### [Given records]
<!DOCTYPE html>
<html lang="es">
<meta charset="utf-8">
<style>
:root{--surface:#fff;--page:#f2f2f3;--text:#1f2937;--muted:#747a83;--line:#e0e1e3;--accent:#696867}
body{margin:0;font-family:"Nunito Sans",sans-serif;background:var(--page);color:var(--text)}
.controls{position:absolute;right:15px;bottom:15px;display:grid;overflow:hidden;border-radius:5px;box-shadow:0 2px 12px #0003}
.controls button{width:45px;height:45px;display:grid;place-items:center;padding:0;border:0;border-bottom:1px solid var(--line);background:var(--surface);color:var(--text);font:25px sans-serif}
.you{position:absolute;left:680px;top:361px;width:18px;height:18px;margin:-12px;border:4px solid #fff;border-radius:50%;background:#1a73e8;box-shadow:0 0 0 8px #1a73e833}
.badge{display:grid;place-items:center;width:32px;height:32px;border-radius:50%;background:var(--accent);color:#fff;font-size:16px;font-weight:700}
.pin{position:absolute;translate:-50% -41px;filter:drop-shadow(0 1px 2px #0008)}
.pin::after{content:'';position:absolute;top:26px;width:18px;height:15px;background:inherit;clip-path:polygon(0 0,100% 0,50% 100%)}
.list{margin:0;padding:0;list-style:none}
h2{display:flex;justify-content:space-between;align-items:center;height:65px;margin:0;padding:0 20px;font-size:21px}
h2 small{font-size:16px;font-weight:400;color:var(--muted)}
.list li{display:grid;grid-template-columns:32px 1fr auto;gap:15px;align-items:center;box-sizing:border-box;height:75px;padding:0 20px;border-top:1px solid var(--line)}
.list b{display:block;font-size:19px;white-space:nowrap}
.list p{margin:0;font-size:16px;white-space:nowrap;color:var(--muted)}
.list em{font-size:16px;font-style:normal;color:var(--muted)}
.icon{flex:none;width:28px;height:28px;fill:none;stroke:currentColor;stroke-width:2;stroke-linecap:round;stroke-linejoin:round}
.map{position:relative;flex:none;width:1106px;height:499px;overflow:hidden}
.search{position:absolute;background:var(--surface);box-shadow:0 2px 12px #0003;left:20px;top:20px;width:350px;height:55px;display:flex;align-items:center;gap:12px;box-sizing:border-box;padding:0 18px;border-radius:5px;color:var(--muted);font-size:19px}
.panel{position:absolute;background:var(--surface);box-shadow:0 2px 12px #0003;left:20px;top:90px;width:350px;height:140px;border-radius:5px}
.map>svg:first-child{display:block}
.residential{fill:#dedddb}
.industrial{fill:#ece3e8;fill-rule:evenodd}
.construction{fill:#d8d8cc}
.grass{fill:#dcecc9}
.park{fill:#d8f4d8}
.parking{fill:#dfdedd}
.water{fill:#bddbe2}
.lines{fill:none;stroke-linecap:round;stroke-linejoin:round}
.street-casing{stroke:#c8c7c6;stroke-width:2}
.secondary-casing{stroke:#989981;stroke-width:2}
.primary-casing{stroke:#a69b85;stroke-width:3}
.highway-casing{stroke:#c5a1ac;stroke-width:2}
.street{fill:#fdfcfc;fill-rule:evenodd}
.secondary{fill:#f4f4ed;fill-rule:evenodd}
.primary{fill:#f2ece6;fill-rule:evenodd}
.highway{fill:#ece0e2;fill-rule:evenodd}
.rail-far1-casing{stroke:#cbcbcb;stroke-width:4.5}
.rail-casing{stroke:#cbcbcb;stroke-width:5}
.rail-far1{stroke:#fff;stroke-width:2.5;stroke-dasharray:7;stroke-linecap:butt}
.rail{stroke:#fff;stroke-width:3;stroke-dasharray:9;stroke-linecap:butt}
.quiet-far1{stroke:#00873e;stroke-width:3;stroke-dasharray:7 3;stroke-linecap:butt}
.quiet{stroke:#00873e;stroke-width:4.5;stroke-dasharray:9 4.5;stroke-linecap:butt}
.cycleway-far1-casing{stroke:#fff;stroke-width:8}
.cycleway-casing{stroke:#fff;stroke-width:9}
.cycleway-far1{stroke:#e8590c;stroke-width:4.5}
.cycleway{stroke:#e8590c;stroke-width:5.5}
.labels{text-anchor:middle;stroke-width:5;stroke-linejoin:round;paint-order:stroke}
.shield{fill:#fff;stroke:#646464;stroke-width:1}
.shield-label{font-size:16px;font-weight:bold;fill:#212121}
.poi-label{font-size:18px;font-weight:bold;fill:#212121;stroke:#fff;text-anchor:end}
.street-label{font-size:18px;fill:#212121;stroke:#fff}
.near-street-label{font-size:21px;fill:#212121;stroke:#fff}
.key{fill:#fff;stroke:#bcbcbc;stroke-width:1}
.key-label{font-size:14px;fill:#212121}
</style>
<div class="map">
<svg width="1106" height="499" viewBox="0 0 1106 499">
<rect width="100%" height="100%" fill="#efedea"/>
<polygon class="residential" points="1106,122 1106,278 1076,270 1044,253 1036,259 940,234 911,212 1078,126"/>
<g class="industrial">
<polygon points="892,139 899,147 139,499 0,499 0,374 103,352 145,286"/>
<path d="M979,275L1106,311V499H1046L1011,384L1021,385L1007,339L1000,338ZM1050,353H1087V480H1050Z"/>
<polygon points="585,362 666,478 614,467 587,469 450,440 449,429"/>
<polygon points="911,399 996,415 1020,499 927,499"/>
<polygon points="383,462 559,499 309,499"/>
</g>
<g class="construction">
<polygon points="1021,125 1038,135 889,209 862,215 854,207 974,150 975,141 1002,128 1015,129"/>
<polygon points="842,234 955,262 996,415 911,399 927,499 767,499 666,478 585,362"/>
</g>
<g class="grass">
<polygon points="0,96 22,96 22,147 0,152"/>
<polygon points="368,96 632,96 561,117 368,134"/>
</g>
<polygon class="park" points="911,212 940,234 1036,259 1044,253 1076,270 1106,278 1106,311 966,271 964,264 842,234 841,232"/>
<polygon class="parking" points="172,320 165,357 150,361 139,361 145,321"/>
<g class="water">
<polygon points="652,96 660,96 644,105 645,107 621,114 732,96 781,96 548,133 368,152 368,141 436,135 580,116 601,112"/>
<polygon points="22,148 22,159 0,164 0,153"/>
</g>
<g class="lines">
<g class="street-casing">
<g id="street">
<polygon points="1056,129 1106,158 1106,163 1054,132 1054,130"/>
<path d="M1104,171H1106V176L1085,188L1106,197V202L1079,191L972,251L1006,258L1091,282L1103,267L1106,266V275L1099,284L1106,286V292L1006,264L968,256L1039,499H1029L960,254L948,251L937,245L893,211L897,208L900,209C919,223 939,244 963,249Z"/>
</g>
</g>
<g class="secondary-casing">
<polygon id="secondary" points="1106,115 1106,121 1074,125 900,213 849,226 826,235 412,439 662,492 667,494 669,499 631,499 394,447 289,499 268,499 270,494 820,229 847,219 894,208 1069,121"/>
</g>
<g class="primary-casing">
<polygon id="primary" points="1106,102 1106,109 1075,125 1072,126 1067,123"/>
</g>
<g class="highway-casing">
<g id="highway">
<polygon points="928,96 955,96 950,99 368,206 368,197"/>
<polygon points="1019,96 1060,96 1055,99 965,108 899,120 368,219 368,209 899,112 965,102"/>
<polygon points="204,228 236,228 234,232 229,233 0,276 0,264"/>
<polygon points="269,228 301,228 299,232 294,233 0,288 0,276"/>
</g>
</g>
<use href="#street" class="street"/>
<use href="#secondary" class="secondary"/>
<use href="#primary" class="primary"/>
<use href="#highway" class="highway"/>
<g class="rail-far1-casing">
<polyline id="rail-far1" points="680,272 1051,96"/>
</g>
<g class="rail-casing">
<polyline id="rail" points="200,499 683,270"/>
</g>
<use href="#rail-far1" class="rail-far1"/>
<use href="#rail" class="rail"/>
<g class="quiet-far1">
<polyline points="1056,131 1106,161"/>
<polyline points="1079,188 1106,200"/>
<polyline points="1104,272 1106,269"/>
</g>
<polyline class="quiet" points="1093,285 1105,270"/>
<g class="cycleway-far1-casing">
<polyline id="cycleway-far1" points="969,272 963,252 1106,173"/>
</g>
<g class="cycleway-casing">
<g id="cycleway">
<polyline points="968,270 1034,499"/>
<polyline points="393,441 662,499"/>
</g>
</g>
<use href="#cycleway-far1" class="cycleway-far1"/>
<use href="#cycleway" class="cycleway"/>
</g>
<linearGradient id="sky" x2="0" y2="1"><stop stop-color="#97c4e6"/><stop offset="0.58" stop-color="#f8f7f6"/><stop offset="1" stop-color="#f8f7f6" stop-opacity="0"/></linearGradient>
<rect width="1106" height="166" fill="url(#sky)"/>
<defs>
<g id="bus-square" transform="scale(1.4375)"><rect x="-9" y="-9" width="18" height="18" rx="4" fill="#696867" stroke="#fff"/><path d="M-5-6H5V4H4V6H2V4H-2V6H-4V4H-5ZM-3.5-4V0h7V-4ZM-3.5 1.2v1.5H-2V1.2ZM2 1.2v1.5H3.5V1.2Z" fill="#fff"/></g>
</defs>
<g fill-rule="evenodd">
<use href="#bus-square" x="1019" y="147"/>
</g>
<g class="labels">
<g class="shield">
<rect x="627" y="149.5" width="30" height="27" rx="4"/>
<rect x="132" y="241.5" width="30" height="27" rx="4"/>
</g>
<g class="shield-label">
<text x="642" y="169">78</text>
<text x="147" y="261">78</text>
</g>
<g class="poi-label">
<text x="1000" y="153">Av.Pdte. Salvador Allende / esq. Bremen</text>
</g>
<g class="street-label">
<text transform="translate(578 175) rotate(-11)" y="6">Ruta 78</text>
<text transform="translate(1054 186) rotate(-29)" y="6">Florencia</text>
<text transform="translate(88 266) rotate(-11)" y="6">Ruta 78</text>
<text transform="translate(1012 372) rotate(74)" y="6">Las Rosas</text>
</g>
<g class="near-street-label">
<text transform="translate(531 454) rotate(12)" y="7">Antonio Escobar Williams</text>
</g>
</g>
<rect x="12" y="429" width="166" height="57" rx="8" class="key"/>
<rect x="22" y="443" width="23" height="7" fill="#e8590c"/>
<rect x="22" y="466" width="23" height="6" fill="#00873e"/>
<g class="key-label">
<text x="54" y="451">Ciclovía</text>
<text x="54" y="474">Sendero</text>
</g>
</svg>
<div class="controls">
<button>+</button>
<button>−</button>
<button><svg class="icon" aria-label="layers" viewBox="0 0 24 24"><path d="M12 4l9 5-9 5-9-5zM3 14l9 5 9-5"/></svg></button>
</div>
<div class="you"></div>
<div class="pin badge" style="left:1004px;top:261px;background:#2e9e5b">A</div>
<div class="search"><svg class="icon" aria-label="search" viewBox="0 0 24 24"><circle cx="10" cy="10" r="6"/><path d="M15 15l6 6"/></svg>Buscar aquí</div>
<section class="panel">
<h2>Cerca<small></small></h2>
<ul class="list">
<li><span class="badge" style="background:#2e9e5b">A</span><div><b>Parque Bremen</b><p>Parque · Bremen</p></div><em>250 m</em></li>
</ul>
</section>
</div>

### [Exercise brief]
Extract every line containing the string "sans" from the material.

### [Exercise response]
body{margin:0;font-family:"Nunito Sans",sans-serif;background:var(--page);color:var(--text)}
.controls button{width:45px;height:45px;display:grid;place-items:center;padding:0;border:0;border-bottom:1px solid var(--line);background:var(--surface);color:var(--text);font:25px sans-serif}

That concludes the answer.